Looking Deeper

When we begin to draw, we focus on conquering the line. Often we are driven by  popular artistic influences in our youthful lives to draw the strong contours of comic book heroes, Japanese anime or maybe our favorite computer game warrior. If you are older, maybe you struggled to copy the works of science fiction artists like Frank Franzetta or Boris Vallejo. While these images appeal to a young mind, it’s really hard to ever consider that there would be other options or even a method to improve an artists skill set. Very few of us have received or even knew about proper classical drawing practices especially while at a public school. If you are past high school, the first solution would be to find the closest Drawing Atelier and get started learning correctly. Even if you are still in school some ateliers offer programs for youths. You may even be fortunate to find a life drawing class at a local art school or community college. Regardless, what if you don’t have the luxury of having an atelier or any art school that teaches classical drawing and painting methods close to you?

As I mentioned in the previous post, it’s time to become disciplined and really start looking for opportunities to grow even on your own. How can you do that? Draw! Draw every day. Draw even when you are on your lunch, on a break or on vacation. If you haven’t trained yourself to do that yet, maybe make yourself a daily schedule and try to stick to it until its intuitive. As I’ve mentioned before, when you are on the go, make sure you carry a sketchbook with you. When you are at home draw anything you can get your hands on. At first stick to simple objects like an apple or an orange. Then move on to vases, coffee cups, lamps, etc.

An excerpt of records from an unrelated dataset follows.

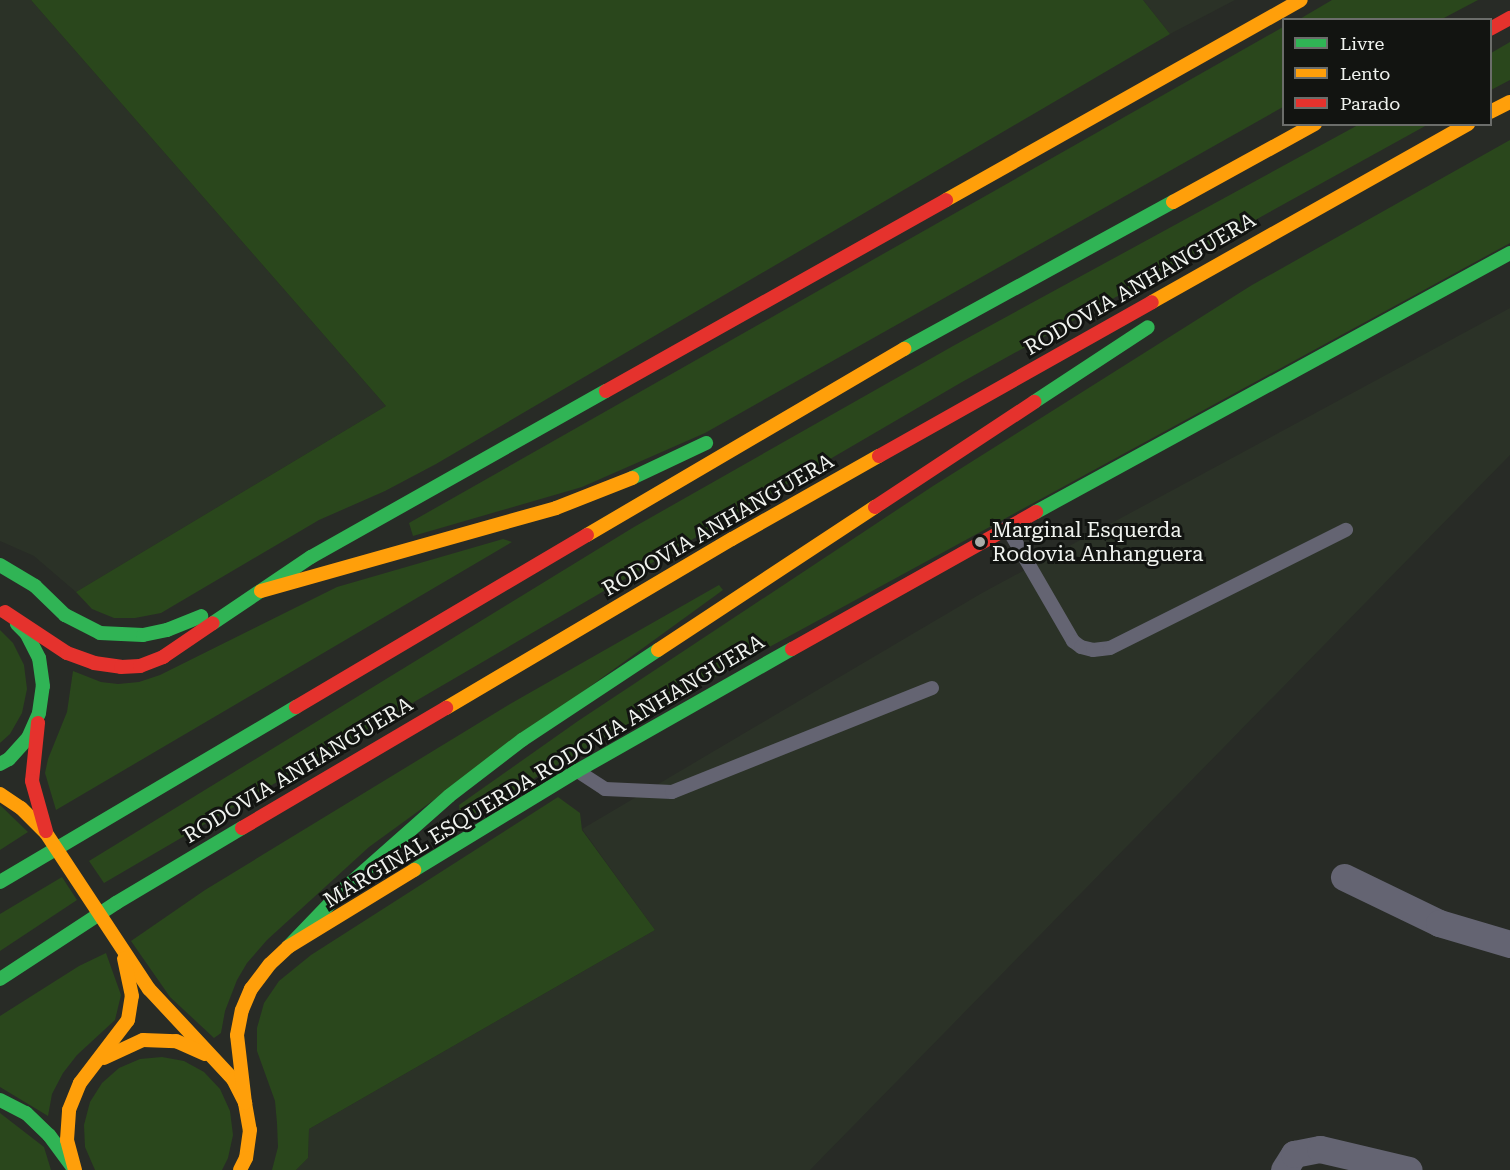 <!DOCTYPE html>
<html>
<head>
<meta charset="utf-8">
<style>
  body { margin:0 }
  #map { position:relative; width:1510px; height:1170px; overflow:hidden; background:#282b26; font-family:"Roboto Serif",serif }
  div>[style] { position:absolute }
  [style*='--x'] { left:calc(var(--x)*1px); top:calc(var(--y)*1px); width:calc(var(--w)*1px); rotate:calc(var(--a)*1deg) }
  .built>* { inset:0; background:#2b3227 }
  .green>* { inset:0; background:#2a471c }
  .lane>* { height:14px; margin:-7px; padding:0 7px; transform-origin:7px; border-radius:7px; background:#646472 }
  .street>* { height:27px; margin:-13.5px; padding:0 13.5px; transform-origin:13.5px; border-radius:13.5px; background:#646472 }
  .fast>* { height:14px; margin:-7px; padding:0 7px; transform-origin:7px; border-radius:7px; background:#30b455 }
  .slow>* { height:14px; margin:-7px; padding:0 7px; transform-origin:7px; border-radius:7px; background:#ff9f0a }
  .jam>* { height:14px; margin:-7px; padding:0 7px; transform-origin:7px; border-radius:7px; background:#e5322d }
  .dots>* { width:16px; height:16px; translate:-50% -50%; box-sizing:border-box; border:3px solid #121411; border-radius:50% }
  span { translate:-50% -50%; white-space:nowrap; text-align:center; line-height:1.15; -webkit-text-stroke:6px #121411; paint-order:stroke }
  .street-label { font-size:21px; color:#f0f3ef }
  .poi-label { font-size:21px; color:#f0f3ef }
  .left { translate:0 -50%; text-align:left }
  .legend { position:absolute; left:1282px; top:18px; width:210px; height:108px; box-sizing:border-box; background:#121411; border:2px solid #6b6d6a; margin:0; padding:8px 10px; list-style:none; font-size:18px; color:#f0f3ef }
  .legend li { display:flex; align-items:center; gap:12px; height:30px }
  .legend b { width:30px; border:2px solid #6b6d6a }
</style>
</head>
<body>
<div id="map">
  <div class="built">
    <i style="clip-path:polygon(0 0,31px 0,386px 406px,76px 592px,34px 556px,0 541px)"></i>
    <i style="clip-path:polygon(1143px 0,1235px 0,1170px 34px)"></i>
    <i style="clip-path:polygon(1510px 308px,1510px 455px,810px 1170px,296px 1170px,308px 1158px,309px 1129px,655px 930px,582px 829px,982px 593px)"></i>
  </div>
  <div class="green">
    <i style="clip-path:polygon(31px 0,1143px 0,1170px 34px,436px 464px,385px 491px,319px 520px,161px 613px,135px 618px,114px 618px,92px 609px,76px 592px,386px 406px)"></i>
    <i style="clip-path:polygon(1332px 0,1478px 0,1442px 19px,1298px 20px)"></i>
    <i style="clip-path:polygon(1283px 27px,1283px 107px,705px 433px,582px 487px,413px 536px,409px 523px)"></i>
    <i style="clip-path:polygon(1510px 42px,1510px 80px,1491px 90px,1491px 53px)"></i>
    <i style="clip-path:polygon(1358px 125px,1427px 125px,962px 382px,104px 883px,89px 861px,634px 527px,953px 346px)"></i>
    <i style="clip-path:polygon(1510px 140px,1510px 243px,610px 734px,470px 816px,460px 815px,459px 805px,578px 721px,933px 486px,1252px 285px)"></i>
    <i style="clip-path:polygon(503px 539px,512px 542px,56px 810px,45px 773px,48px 759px,67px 712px,73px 671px,101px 682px,118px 684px,139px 682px,160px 675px,337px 587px)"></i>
    <i style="clip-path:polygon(719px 585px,723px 590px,369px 847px,267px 940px,247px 963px,237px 980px,225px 1011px,221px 1033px,214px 1038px,170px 997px,131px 941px,205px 890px,510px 704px)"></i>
    <i style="clip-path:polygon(0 630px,13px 643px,24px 665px,27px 689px,22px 713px,10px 734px,0 743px)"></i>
    <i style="clip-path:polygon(558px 797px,580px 813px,582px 830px,655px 930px,309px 1129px,308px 1158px,296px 1170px,272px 1170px,278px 1147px,277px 1123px,275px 1101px,257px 1051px,257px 1028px,264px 1003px,279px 981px,311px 955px)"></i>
    <i style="clip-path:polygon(0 805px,28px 832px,0 850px)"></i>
    <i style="clip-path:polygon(62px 877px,77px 900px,0 951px,0 914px)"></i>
    <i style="clip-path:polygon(106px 953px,121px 995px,115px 1020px,77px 1055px,63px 1073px,52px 1094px,48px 1116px,0 1087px,0 1016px,79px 966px)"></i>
    <i style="clip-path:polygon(162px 1057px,184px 1061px,204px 1072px,220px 1089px,230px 1111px,233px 1135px,228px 1158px,222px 1170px,95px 1170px,85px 1147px,84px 1125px,90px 1102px,102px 1083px,119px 1068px,140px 1059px)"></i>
    <i style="clip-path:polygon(0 1113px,44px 1147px,51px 1170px,0 1170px)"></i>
  </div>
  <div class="lane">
    <i style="--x:1007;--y:527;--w:132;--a:59.9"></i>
    <i style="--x:1073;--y:641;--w:10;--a:37"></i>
    <i style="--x:1081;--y:647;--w:12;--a:14"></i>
    <i style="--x:1093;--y:650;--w:17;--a:-7"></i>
    <i style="--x:1110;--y:648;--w:264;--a:-26.6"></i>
    <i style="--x:579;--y:772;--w:31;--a:33"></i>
    <i style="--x:605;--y:789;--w:67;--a:2.6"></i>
    <i style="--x:672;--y:792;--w:280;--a:-21.8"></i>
  </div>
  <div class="street">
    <i style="--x:1344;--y:877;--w:106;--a:25.8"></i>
    <i style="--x:1439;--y:923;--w:74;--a:16.5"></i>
    <i style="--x:1284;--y:1170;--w:19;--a:-58"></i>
    <i style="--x:1294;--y:1154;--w:26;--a:-11"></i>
    <i style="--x:1320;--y:1149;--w:91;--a:13.3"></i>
  </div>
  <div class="fast">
    <i style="--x:904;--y:349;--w:307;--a:-28.7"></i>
    <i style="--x:1034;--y:402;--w:136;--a:-33.3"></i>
    <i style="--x:632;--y:478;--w:82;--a:-25.3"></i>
    <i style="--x:1036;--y:512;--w:540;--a:-28.65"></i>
    <i style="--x:0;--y:565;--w:41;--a:31"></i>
    <i style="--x:35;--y:586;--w:42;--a:44"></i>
    <i style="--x:65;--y:615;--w:39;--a:27"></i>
    <i style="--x:100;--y:633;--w:43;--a:2.7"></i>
    <i style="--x:143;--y:635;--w:25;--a:-12"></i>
    <i style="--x:167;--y:630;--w:37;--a:-22"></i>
    <i style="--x:213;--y:623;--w:118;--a:-34"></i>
    <i style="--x:311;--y:557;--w:338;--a:-29.4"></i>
    <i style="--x:0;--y:764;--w:10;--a:-29"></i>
    <i style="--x:9;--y:759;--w:28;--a:-48"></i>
    <i style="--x:28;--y:738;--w:27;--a:-66"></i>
    <i style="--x:39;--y:713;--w:27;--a:-82"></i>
    <i style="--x:43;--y:686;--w:28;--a:-98"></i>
    <i style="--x:39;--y:658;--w:28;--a:-117"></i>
    <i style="--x:26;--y:633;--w:13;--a:-135"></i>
    <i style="--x:414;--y:870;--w:191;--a:-31.3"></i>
    <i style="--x:577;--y:771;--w:247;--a:-29.6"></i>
    <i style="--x:0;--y:882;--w:344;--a:-30.6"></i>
    <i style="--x:288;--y:947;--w:81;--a:-46"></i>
    <i style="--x:344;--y:889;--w:140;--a:-41.5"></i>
    <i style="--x:449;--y:796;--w:92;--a:-37.5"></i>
    <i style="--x:522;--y:740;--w:163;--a:-33.5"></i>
    <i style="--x:0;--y:979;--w:139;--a:-33.2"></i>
    <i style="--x:116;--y:903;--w:147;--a:-30.8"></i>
    <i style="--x:0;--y:1100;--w:29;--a:27"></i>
    <i style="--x:26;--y:1113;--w:32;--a:44"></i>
    <i style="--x:49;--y:1135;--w:42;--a:53.7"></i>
  </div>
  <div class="slow">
    <i style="--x:1490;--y:112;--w:22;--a:-27"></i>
    <i style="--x:946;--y:200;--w:407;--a:-29.4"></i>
    <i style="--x:1173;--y:202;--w:162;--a:-28.8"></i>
    <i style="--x:1152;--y:302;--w:363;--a:-29.4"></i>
    <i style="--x:587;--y:535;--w:368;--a:-30.4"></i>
    <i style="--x:261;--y:591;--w:306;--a:-15.7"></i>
    <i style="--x:556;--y:508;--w:82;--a:-21.5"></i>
    <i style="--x:658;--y:650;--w:260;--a:-33.4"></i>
    <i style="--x:446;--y:708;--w:332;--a:-30.6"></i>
    <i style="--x:732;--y:539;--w:169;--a:-29.5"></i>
    <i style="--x:0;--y:794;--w:25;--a:34"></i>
    <i style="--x:21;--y:808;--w:35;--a:45"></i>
    <i style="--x:46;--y:833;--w:187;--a:56.6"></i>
    <i style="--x:149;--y:989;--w:123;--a:47"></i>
    <i style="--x:233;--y:1079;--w:27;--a:63"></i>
    <i style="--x:245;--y:1103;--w:27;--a:80"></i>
    <i style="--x:250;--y:1130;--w:28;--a:98"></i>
    <i style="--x:246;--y:1158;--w:13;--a:117"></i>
    <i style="--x:104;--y:1058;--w:43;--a:-24.8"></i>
    <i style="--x:143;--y:1040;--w:33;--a:2"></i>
    <i style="--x:176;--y:1041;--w:32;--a:24"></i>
    <i style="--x:245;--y:1103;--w:68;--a:-96.7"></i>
    <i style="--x:237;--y:1035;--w:25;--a:-79"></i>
    <i style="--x:242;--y:1010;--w:23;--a:-67"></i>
    <i style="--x:251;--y:989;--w:31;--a:-53"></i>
    <i style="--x:270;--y:964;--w:25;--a:-43"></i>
    <i style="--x:288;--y:947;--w:148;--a:-31.4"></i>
    <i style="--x:75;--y:1170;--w:31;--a:-105"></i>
    <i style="--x:67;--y:1140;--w:30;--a:-86"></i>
    <i style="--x:69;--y:1110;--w:29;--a:-68"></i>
    <i style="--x:80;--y:1083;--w:79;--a:-52.7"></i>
    <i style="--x:128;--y:1020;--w:24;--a:-81"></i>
    <i style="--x:132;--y:996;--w:38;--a:-102"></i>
  </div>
  <div class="jam">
    <i style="--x:1490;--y:29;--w:23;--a:-29"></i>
    <i style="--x:606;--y:391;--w:390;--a:-29.3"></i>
    <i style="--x:879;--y:456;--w:313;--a:-29.4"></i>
    <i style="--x:875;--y:507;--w:191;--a:-33.4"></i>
    <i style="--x:5;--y:612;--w:74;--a:33.5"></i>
    <i style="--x:67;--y:653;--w:29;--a:20"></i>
    <i style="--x:94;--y:663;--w:27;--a:8"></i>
    <i style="--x:121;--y:667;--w:19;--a:-3"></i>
    <i style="--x:140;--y:666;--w:25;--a:-21"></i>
    <i style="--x:163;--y:657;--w:60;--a:-34.2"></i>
    <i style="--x:792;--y:649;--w:280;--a:-29.3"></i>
    <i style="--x:296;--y:707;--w:338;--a:-30.6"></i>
    <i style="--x:38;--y:723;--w:58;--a:95.9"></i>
    <i style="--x:32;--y:781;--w:52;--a:74.4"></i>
    <i style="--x:242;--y:828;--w:237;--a:-30.5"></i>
  </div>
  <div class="dots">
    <i style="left:980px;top:542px;background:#aaada9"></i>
  </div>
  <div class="street-label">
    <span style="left:1140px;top:284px;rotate:-30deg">RODOVIA ANHANGUERA</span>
    <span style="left:718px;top:525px;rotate:-30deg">RODOVIA ANHANGUERA</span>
    <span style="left:298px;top:770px;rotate:-31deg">RODOVIA ANHANGUERA</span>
    <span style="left:544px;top:771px;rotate:-31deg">MARGINAL ESQUERDA RODOVIA ANHANGUERA</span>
  </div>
  <div class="poi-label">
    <span class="left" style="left:992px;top:542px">Marginal Esquerda<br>Rodovia Anhanguera</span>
  </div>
  <ul class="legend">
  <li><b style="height:8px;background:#30b455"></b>Livre</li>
  <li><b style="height:8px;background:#ff9f0a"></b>Lento</li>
  <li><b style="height:8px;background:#e5322d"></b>Parado</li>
  </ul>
</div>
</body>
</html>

Now that you are drawing, it’s important to start to go beyond your comfort zone, that warm fuzzy outline, and look deeper at what is in front of you. Try not to draw from photographs at first. For me personally, I like to concentrate on small objects that i can really observe the subtle changes in the values that model an image. I really enjoy leaves, but how about a simple egg to start? Before you even begin though, don’t think about the outline of that object. Really look at it. Look at where the highlight is and then allow you eyes to explore how that light indicates the subtle changes in the form as it turns away from the light. Almost allow your mind to feel that object for you with those clues. Look at the shadow. Look at how dark it is where the object rests on a surface. As you follow the shadow you can see how the shadow becomes lighter as it moves further away from the covering of the object and into the light. At the edges of the shadow it softens till it gives way to the light.  Now that you’ve looked at it maybe try to sketch the values first before you ever even make a line. You practice of these observations can be the portal to your success. You are the master of your fate.

Regardless of where you think you are in your abilities, constantly challenge yourself to grow and improve your skills. This is a study I’ve been working on to try to recreate the values of a portion of this famous sculpture.  I did use a photograph as a reference in this situation only due to not being able to study it in person. Regardless, I alternate between studies of life and photographs. I would only do this when you are beginning to become more advanced in your drawing skills. Happy drawing everyone!